I can’t play with my grandchildren the way I would like to, I can’t run around and play in the woods and fields. I can’t sit down in the sandbox. So certainly I’d like to be more active you feel like a really old grandma, even though you are not. Participant 4, Bernhoff 2016.
Lengthy recovery times and long periods with poor mobility meant that the impact of reconstructive surgery on functional and physical impairment was a long term issue, which had knock-on effects on patients’ physical and mental health. Even after they had been told they were ‘recovered’ many patients felt their limb to be unstable and weak, that they were unable to achieve a full range of movement and consequently were cautious using it. As a result, deteriorating physical health also had further knock on effects on patients’ ability to recover and regain their mobility.
But it’s the standing, the standing and putting the weight on that side and I am just no confidence in myself at all. Participant 9, Phelps 2019.
Recovery or ongoing functional impairment negatively impacted patients’ careers and their ability to return to work in the same capacity, if at all. This exacerbated feelings of hopelessness and worthlessness and created a further financial impact for patients. Some struggled with not being able to work whilst they recovered, even if they would eventually be able to return to work as normal. Some took unpaid leave, had to leave their job, or were made redundant. Those with zero hour contracts were concerned about their future hiring potential. Some patients were able to go back to their old job with modifications in their hours or tasks whereas others looked for new jobs and found satisfaction in trying something new.
You want to live for the future now because that’s what you’ve got in front of you but you worry about what it’s going to bring, not only physically but financially as well. You have no idea what your pay-out is going to be and so my life is in somebody else’s hands. There is that horrible thought that you may have to go back out to work, force yourself to work because financially you can’t exist for the rest of your life. Participant 13, Rees 2019.
For those who could not work during their treatment and recovery, loss of income negatively impacted on their QOL and their ability to recover—irrespective of whether they lived in a country with a public or private healthcare service.
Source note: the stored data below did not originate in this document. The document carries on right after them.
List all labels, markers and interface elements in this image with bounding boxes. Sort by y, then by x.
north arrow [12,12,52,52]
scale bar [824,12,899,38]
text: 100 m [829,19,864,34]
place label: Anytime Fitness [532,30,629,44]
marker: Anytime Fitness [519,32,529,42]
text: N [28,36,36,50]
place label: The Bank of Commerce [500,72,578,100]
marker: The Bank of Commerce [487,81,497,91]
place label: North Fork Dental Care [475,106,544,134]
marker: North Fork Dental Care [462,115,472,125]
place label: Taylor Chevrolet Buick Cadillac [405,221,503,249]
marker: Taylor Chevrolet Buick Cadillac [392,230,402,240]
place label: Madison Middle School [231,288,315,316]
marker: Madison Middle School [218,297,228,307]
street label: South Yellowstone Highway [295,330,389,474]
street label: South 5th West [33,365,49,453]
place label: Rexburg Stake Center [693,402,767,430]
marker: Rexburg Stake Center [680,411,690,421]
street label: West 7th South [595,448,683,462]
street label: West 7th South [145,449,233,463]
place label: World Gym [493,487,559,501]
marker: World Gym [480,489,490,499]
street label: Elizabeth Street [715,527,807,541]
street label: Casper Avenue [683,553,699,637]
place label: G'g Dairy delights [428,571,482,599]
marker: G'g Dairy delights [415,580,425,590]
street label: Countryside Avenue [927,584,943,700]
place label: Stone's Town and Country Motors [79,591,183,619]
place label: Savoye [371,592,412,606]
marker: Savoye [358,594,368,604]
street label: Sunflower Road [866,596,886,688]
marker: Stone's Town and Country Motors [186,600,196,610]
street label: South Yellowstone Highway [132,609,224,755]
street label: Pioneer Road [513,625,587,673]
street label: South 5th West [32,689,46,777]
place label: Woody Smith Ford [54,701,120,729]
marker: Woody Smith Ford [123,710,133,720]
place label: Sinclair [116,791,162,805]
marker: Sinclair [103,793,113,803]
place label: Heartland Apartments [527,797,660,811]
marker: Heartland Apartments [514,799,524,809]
Patients often relied on their savings to support their recovery, with some unable to continue taking their medication because they did not have the money to pay for it once the hospital prescribed medication ran out. Finances also impacted recovery if physiotherapy was an extra cost or if patients were required to purchase specific equipment.
An associated impact was the use of savings to compensate for reduced income or greater expenses (including expenditure on healthcare costs). …Patients reported financial impacts of mixed severity. Participants frequently reported reduced income as the primary financial impact. Many participants stated they were “out of work so it affected money” (p11) or suffered “loss of income as (I was) unable to work at full capacity for some months” (p2). Author quote, McPhail 2012.
Participants experienced distress due to the impact their lack of finances could or was having on their family. This included not having enough money for food, new clothes, or to send their children to school. Some depleted their savings as they could not work, and others had to sell belongings to pay for food. Those that could be financially supported by others felt guilty and pathetic that they had to do so.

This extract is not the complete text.